### [Instructions for the task]
Search the entries for the word "center" and return every line where it is found.

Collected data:

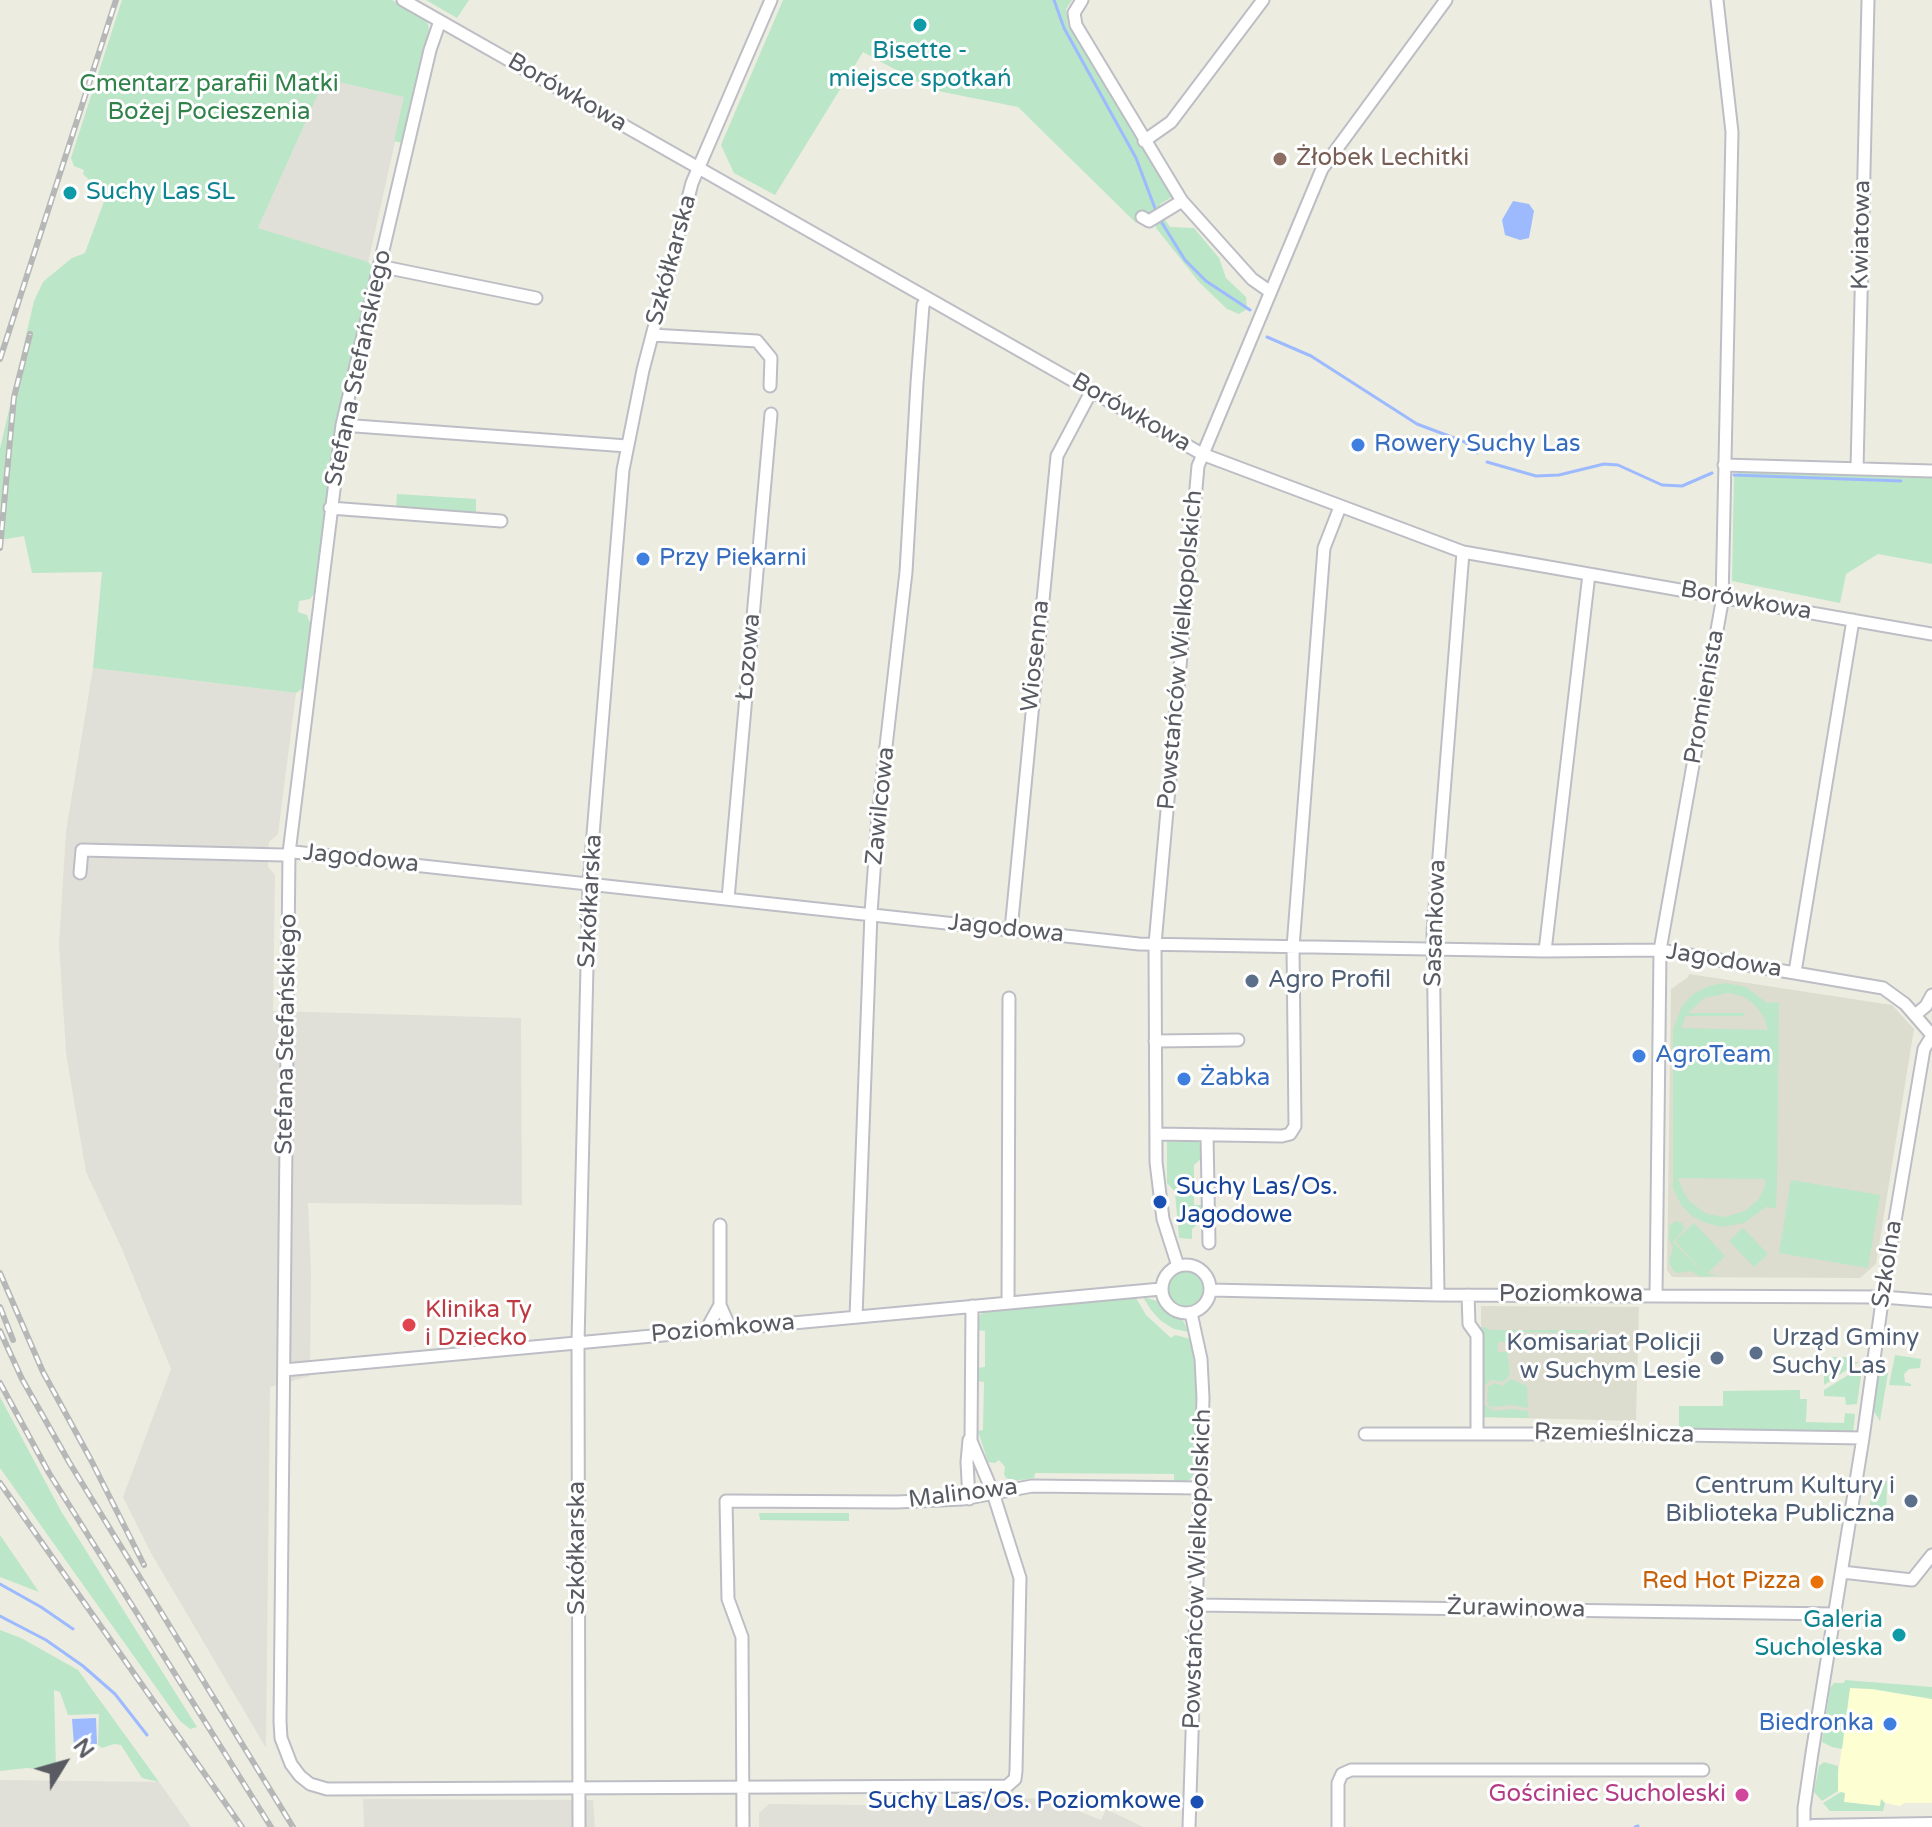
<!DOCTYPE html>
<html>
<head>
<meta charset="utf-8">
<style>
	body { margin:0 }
	#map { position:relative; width:1932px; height:1827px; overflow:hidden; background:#ecede0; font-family:"Varela Round",sans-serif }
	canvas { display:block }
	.north { position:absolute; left:24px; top:1723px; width:80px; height:80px; -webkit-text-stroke:6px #fff; paint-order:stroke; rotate:53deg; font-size:22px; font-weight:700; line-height:32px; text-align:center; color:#595b62 }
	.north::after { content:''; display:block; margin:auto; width:28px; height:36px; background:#595b62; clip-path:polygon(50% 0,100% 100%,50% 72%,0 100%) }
</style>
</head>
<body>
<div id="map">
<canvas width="1932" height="1827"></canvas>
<div class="north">N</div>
</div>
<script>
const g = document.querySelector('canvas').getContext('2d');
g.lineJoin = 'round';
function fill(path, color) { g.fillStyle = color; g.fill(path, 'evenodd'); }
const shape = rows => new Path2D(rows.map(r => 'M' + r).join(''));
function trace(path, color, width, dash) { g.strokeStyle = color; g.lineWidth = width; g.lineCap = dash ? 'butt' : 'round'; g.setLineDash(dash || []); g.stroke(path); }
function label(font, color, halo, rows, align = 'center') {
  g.font = font + ' "Varela Round",sans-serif'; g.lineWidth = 6; g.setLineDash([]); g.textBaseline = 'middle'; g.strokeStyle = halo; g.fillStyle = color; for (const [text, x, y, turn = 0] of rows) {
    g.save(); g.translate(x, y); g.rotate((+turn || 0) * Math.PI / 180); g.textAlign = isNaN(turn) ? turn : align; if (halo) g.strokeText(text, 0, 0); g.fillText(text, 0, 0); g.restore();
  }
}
fill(shape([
	[1850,1688,1872,1689,1932,1699,1932,1803,1904,1803,1900,1806,1885,1803,1881,1800,1880,1806,1843,1802,1845,1794,1838,1791,1837,1782]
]), '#fdffd3');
fill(shape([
	[325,79,405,97,368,263,258,228],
	[93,668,296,693,278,834,269,842,268,867,275,875,273,1011,521,1018,522,1205,308,1203,311,1271,310,1376,270,1387,266,1748,151,1553,123,1497,171,1369,122,1249,86,1172,66,1053,59,944,66,831],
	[0,1780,159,1782,191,1827,0,1827],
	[1081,1798,1076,1810,1101,1820,1106,1809,1143,1827,759,1827,759,1813,769,1804,944,1806,963,1799],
	[363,1799,593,1800,595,1827,364,1827]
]), '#e0e0d8');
fill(shape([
	[1689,974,1892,1005,1914,1029,1876,1264,1860,1278,1672,1277,1667,1270,1671,989,1688,977],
	[1481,1306,1639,1307,1636,1421,1481,1417]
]), '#ddddcf');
fill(shape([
	[122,0,392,0,424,18,428,24,429,31,402,143,394,141,404,97,325,79,258,228,368,262,373,267,336,425,314,594,310,599,299,601,298,612,307,615,311,626,303,688,296,693,93,668,102,572,32,573,24,536,0,540,0,449,34,301,43,282,50,276,72,258,85,253,106,196,83,174,84,170,74,166,71,158],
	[426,0,469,0,457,18],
	[783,0,1072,0,1066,9,1068,25,1172,197,1160,204,1161,209,1149,216,1147,213,1136,223,1018,107,933,90,863,52,775,195,734,173,721,145],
	[1163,217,1170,227,1194,228,1219,258,1226,278,1246,297,1247,309,1239,314,1227,309,1199,282,1156,228,1156,222],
	[1740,471,1932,476,1932,564,1878,554,1846,574,1840,603,1732,581,1734,476],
	[397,494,476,499,476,514,396,508],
	[1725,983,1746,987,1768,1004,1769,1002,1779,1003,1777,1183,1776,1208,1766,1207,1744,1223,1721,1227,1703,1222,1692,1216,1681,1205,1673,1188,1673,1030,1682,1006,1693,994,1709,986],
	[1728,993,1742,996,1754,1004,1764,1017,1768,1030,1681,1028,1686,1016,1744,1016,1744,1013,1688,1013,1704,998],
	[1768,1032,1765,1186,1759,1199,1745,1211,1725,1217,1707,1214,1690,1202,1683,1191,1678,1178,1765,1179],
	[1167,1140,1197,1140,1204,1148,1203,1157,1194,1165,1194,1205,1205,1205,1204,1219,1192,1229,1192,1239,1179,1238,1175,1192,1167,1183],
	[1791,1180,1880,1195,1868,1268,1779,1253],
	[1676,1221,1682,1223,1684,1229,1673,1242,1706,1275,1675,1241,1694,1223,1725,1256,1707,1274,1720,1275,1701,1277,1691,1271,1678,1273,1673,1270,1669,1262,1673,1248,1669,1238,1670,1225],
	[1743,1228,1768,1254,1754,1267,1729,1241],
	'1167 1289a18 18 0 1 1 36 0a18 18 0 1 1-36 0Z',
	[1121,1297,1136,1298,1146,1315,1171,1338,1175,1335,1191,1339,1198,1395,1195,1474,1189,1480,1180,1483,1174,1483,1174,1474,1035,1473,1034,1478,1014,1481,1006,1478,1004,1474,1005,1467,999,1460,995,1463,988,1462,978,1431,983,1430,984,1382,976,1381,976,1368,985,1367,985,1331,977,1330,980,1315,987,1310],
	[1143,1297,1157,1301,1168,1314,1183,1321,1189,1332,1174,1329,1161,1321,1151,1310],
	[1484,1327,1491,1330,1587,1330,1588,1333,1513,1332,1512,1342,1498,1342,1498,1352,1507,1352,1510,1374,1504,1382,1491,1380,1485,1385,1484,1404,1493,1411,1511,1409,1528,1411,1529,1418,1481,1417,1478,1328],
	[1895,1355,1921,1359,1920,1368,1909,1369,1904,1374,1905,1382,1911,1384,1911,1386,1889,1385],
	[1830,1357,1854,1357,1854,1362,1859,1362,1824,1385,1824,1365],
	[1858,1369,1862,1369,1857,1404,1846,1405,1845,1397,1824,1396,1824,1390],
	[1878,1371,1888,1373,1880,1421,1873,1410],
	[1511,1379,1527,1386,1528,1408,1512,1405,1490,1407,1487,1402,1488,1387,1494,1383,1502,1386],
	[1800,1390,1800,1399,1807,1399,1806,1422,1844,1423,1845,1413,1855,1414,1853,1433,1679,1431,1679,1406,1723,1406,1723,1391],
	[0,1397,61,1511,197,1727,190,1729,180,1721,0,1468],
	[1874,1480,1887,1481,1886,1521,1867,1520],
	[759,1513,849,1513,849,1521,760,1520],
	[0,1535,39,1592,0,1577],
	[0,1630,21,1638,78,1670,159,1782,142,1778,121,1745,114,1744,102,1748,98,1745,99,1714,68,1715,60,1692,54,1690,56,1771,27,1768,0,1771],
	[1845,1680,1932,1687,1932,1699,1872,1689,1850,1688,1842,1749,1832,1747,1822,1742,1830,1688,1834,1683,1844,1683],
	[1824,1762,1838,1766,1838,1791,1822,1801,1814,1792,1819,1766],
	[1841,1792,1845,1793,1844,1802,1880,1806,1881,1799,1885,1803,1883,1811,1830,1811,1823,1803]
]), '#bbe6c7');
fill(shape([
	[1513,201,1529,204,1534,211,1529,238,1520,240,1505,235,1502,220],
	[96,1718,97,1744,74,1745,72,1719]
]), '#9ebaff');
trace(shape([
	[1054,0,1064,28,1136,158,1156,211],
	[1159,218,1185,260,1206,281,1250,310],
	[1267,337,1311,356,1417,424,1465,442,1477,453],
	[1487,462,1536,476,1559,475,1604,464,1618,465,1662,485,1682,486,1712,473],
	[1734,475,1901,481],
	[0,1584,41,1607,73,1629],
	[0,1616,46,1640,83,1666,115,1694,147,1735],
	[1635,1827,1638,1826]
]), '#9ebaff', 3);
const minor = shape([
	[403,0,1202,454,1463,552,1932,634],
	[1082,0,1074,13,1076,25,1182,201,1252,279,1269,291],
	[440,21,430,50,342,425,289,853,280,1721,281,1738,291,1764,300,1776,310,1784,327,1789,1007,1786,1015,1779,1016,1771,1020,1578,993,1493,971,1441,972,1306],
	[1144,141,1171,122,1263,0],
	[1142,217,1149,221,1182,201],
	[379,266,536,298],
	[652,335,757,341,771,358,770,386],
	[342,425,627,446],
	[1724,465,1932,471],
	[1857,469,1868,0],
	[330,508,501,521],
	[80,873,82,850,283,855,294,852,1139,944,1545,951,1660,950,1883,988,1905,1004,1932,1035],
	[728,899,771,414],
	[1011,930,1057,456,1092,390],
	[1545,951,1589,574],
	[1795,972,1853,620],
	[1915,1015,1926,1006,1932,995],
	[1155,1041,1238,1040],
	[1156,1134,1282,1136,1290,1134,1295,1126,1293,947,1324,548,1340,507],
	[1207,1135,1209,1243],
	'1162 1289a24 24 0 1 1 48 0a24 24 0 1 1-48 0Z',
	[1178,1266,1163,1219,1156,1162,1155,944,1198,466,1322,169,1446,0],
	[1210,1290,1438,1295,1883,1297,1932,1301],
	[1438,1295,1433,932,1463,552],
	[1468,1295,1469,1324,1477,1335,1477,1433],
	[1656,1296,1660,950,1722,602,1732,132,1717,0],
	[1008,1303,1009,998],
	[720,1305,730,1328],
	[856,1317,871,913,878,816,906,572,917,383,923,305,927,298],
	[711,1330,710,1323,720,1305,720,1225],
	[284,1370,1161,1289],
	[1365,1434,1619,1434,1863,1438],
	[969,1499,967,1462,969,1440],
	[1842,1572,1912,1580,1932,1555],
	[1197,1605,1835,1614],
	[579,1827,578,1342,589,883,623,470,643,370,692,183,771,0],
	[743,1827,742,1637,728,1599,726,1501,897,1502,963,1499,1032,1486,1201,1488],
	[1189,1827,1203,1398,1201,1359,1191,1313],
	[1338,1827,1338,1783,1342,1774,1351,1770,1703,1770],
	[1804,1827,1804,1808,1812,1753,1863,1438,1885,1280,1924,1049,1932,1036]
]);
const tertiary = shape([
	[1813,1827,1932,1825]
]);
trace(minor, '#bdbec5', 15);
trace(tertiary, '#bdbec5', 18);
trace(minor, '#fff', 11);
trace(tertiary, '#fff', 14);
const rail = shape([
	[0,359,116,0],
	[0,548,14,397,30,334],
	[0,1273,43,1372,91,1460,144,1565],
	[0,1307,13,1340],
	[0,1331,22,1379,69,1462,293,1827],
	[0,1383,49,1473,271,1827],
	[0,1483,242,1827]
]);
trace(rail, '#b6b7b7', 6);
trace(rail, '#fff', 3, [9]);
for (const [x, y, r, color] of [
	[920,25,8,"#0f9aa8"],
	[1280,159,8,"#8d6e63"],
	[70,193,8,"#0f9aa8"],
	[1358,445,8,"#3f7fe0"],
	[643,559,8,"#3f7fe0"],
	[1252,981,8,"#5c6f8a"],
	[1639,1056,8,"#3f7fe0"],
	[1184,1079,8,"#3f7fe0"],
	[1160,1202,8,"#1a4fb4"],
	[409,1325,8,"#e0444e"],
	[1756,1353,8,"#5c6f8a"],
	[1717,1358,8,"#5c6f8a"],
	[1911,1501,8,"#5c6f8a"],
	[1817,1582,8,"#e8710a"],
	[1899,1635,8,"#0f9aa8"],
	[1890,1724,8,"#3f7fe0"],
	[1742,1795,8,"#d1479c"],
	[1197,1802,8,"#1a4fb4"]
]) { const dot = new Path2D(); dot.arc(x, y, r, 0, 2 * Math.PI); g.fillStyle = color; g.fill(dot); trace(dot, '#fff', 3); }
label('24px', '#0d838f', '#fff', [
	["Bisette -",920,52],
	["miejsce spotkań",920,80],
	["Suchy Las SL",86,193,"left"],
	["Galeria",1883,1621,"right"],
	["Sucholeska",1883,1649,"right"]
]);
label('24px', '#30824a', '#fff', [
	["Cmentarz parafii Matki",209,85],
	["Bożej Pocieszenia",209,113]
]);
label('24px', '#595b62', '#fff', [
	["Borówkowa",567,93,30],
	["Kwiatowa",1862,235,-89],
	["Szkółkarska",672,260,-75],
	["Stefana Stefańskiego",359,368,-78],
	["Borówkowa",1131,413,30],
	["Borówkowa",1746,601,10],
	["Powstańców Wielkopolskich",1181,650,-85],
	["Wiosenna",1036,656,-84],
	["Łozowa",749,657,-85],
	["Promienista",1705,697,-80],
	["Zawilcowa",881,806,-84],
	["Jagodowa",361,859,6],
	["Szkółkarska",591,901,-87],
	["Sasankowa",1436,923,-88],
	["Jagodowa",1006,929,6],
	["Jagodowa",1724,961,9],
	["Stefana Stefańskiego",287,1034,-89],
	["Szkolna",1888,1264,-81],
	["Poziomkowa",1571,1295],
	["Poziomkowa",723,1329,-5],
	["Rzemieślnicza",1614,1434,1],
	["Malinowa",963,1494,-7],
	["Szkółkarska",578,1548,-90],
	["Powstańców Wielkopolskich",1198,1569,-88],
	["Żurawinowa",1516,1609,1]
]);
label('24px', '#785e54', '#fff', [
	["Żłobek Lechitki",1296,159]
], 'left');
label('24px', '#366cbe', '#fff', [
	["Rowery Suchy Las",1374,445],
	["Przy Piekarni",659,559],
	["AgroTeam",1655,1056],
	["Żabka",1200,1079],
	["Biedronka",1874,1724,"right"]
], 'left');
label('24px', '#4e5e75', '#fff', [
	["Agro Profil",1268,981],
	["Urząd Gminy",1772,1339],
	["Suchy Las",1772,1367],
	["Komisariat Policji",1701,1344,"right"],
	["w Suchym Lesie",1701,1372,"right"],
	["Centrum Kultury i",1895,1487,"right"],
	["Biblioteka Publiczna",1895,1515,"right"]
], 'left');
label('24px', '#164399', '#fff', [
	["Suchy Las/Os.",1176,1188],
	["Jagodowe",1176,1216],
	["Suchy Las/Os. Poziomkowe",1181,1802,"right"]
], 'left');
label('24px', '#be3a42', '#fff', [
	["Klinika Ty",425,1311],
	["i Dziecko",425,1339]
], 'left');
label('24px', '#c56008', '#fff', [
	["Red Hot Pizza",1801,1582]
], 'right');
label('24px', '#b23c85', '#fff', [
	["Gościniec Sucholeski",1726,1795]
], 'right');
</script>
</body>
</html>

### [Answer to this task]
	.north { position:absolute; left:24px; top:1723px; width:80px; height:80px; -webkit-text-stroke:6px #fff; paint-order:stroke; rotate:53deg; font-size:22px; font-weight:700; line-height:32px; text-align:center; color:#595b62 }
function label(font, color, halo, rows, align = 'center') {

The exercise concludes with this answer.